Nel suo articolo, intitolatoRaise a Glass to the Free Market in Wine”, Taber, partendo dalla citazione colta di due economisti classici come Adam Smith e David Ricardo, sostiene che il business globale del vino oggi è diventato un eccellente caso di studio, e una manifestazione dell’andamento del libero mercato.
Dopo aver analizzato i meccanismi relativi alla produzione di merci e beni di consumo e al loro scambio, Taber dopo aver ricordato che oggi si produce e si vende vino un po’ ovunque tanto che ci si trova di fronte a quella che definisce una “large global overproduction”, un’ampia sovrapproduzione, osserva che “The cost of wine in recent years has reflected this generally free global market in two ways, one bad and one good”.
E concentra l’attenzione sul fatto che le nazioni Bric (Brasile, Russia, India e Cina) sono rapidamente diventate consumatrici di vino e hanno spinto vigorosamente in alto i prezzi di molti premium price wines, soprattutto quelli di Bordeaux.

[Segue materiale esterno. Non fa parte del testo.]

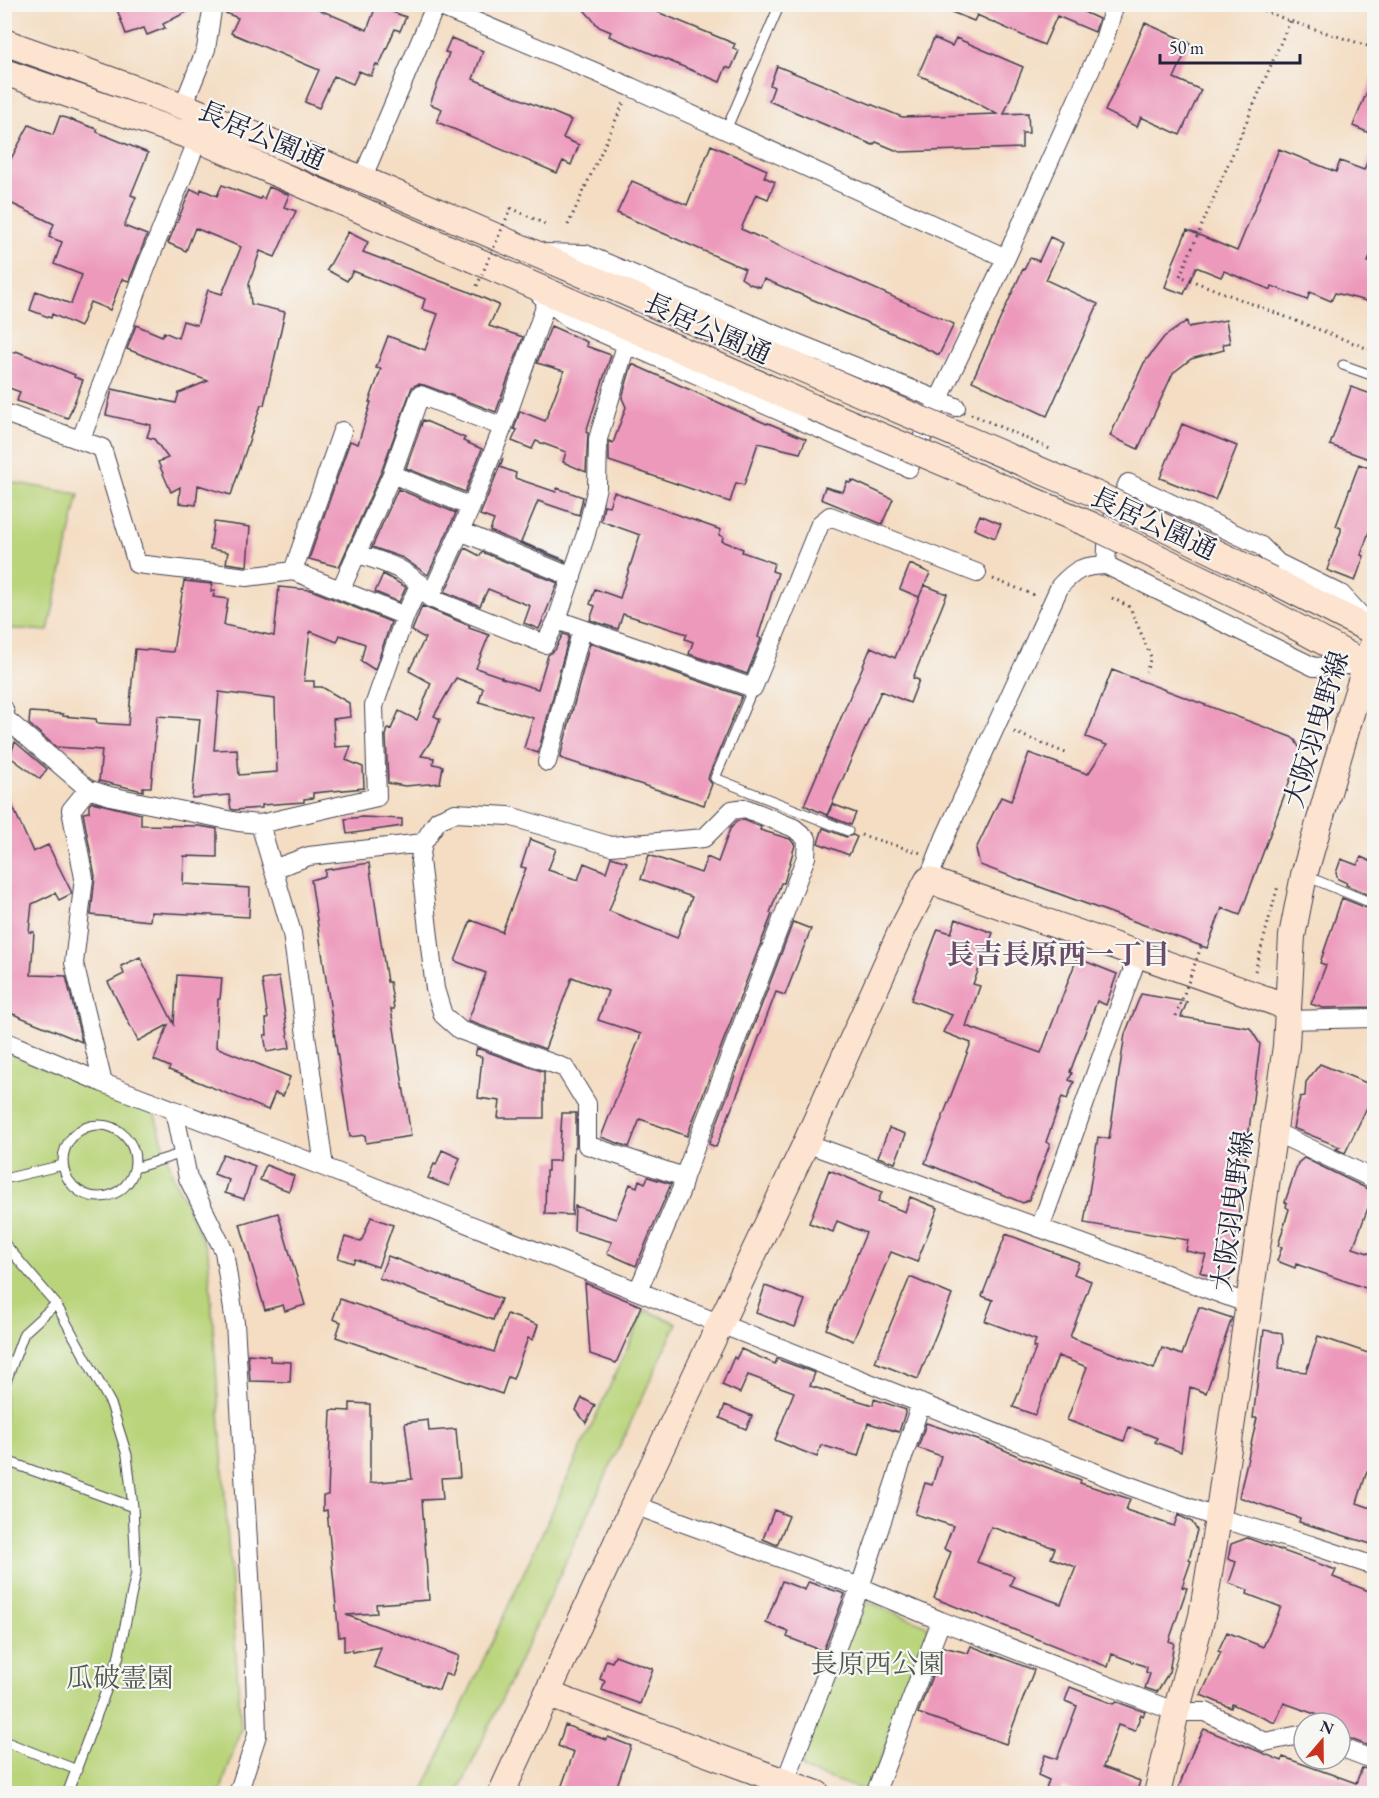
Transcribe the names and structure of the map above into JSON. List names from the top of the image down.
{
  "streets": {
    "main road": ["長居公園通", "大阪羽曳野線"]
  },
  "crossings": [
    ["長居公園通", "大阪羽曳野線"]
  ],
  "districts": ["長吉長原西一丁目"],
  "parks": ["長原西公園", "瓜破霊園"],
  "scale_bar": "50 m",
  "north": "top"
}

Tutto questo è stato generato dalla classica legge della domanda e dell’offerta, e se aumentano fortemente le richieste di “Château Lafite, the favorite label of the newly wealthy Chinese”, il vino preferito dai nuovi ricchi cinesi, i prezzi di questo vino salgono alle stelle.
Larga parte, come scrive, dei nuovi “BRIC wine drinkers are buying primarily just a few wines — the First Growths of Bordeaux’s left bank, the most famous wines from the right bank such as Château Pétrus, leading Burgundies like Domaine de la Romanée-Conti, and the most costly Champagnes, including Louis Roederer Cristal and Dom Perignon.
The higher the price for those wines, the better they seem to sell. Few wealthy consumers, though, are venturing much beyond prestige wines to buy the thousands of French products selling for $25 or less. So while a very small group of producers are prospering, the French wine business as a whole is in trouble”.
E così mentre l’attenzione di nuovi ricchi si concentra su un numero ristretto di vini, che più sono cari e più sono avvertiti come status symbol e più sono richiesti, moltissimi vini di qualità e dal prezzo molto più contenuto restano in un cono d’ombra.
Accade così che, come racconta il “CEO of Moët Hennessy USA, the big French Champagne producer”, nonostante il ristagno dell’economia Usa il boom delle vendite in Russia e nei Paesi asiatici abbia spinto in alto i prezzi, cosa mai verificatasi prima.
L’avvento dei nuovi consumatori cinesi sta avendo lo stesso impatto che produssero sul mercato del vino l’arrivo dei nuovi consumatori americani tra gli anni Cinquanta e Sessanta o quello dei giapponesi tra gli anni Settanta e Ottanta. In questa fase ci si concentra su vini considerati di prestigio, dotati di una reputazione elevata, di un’immagine elevata che fa passare in secondo piano il fatto che siano costosi e tendano a diventarlo ancora di più.
Ci vogliono nervi saldi in questa fase e non cedere alla tentazione, come racconta un produttore francese a Taber, di vendere l’intera produzione in Cina visto che si potrebbe farlo ad un prezzo molto superiore a quello praticato sui mercati tradizionali. Ma fare questo vorrebbe dire chiudersi le porte su quei mercati.
C’è però un aspetto positivo, un contrappeso, secondo il giornalista americano, in questo attuale trend, ovvero che mentre i prezzi dei prestige wines salgono alle stelle, “the good side of the free market in wine is that there are now more and better products available at attractive prices than ever before”, sono sempre più disponibili e sono sempre migliori vini a prezzi bassi, molto più bassi che in passato.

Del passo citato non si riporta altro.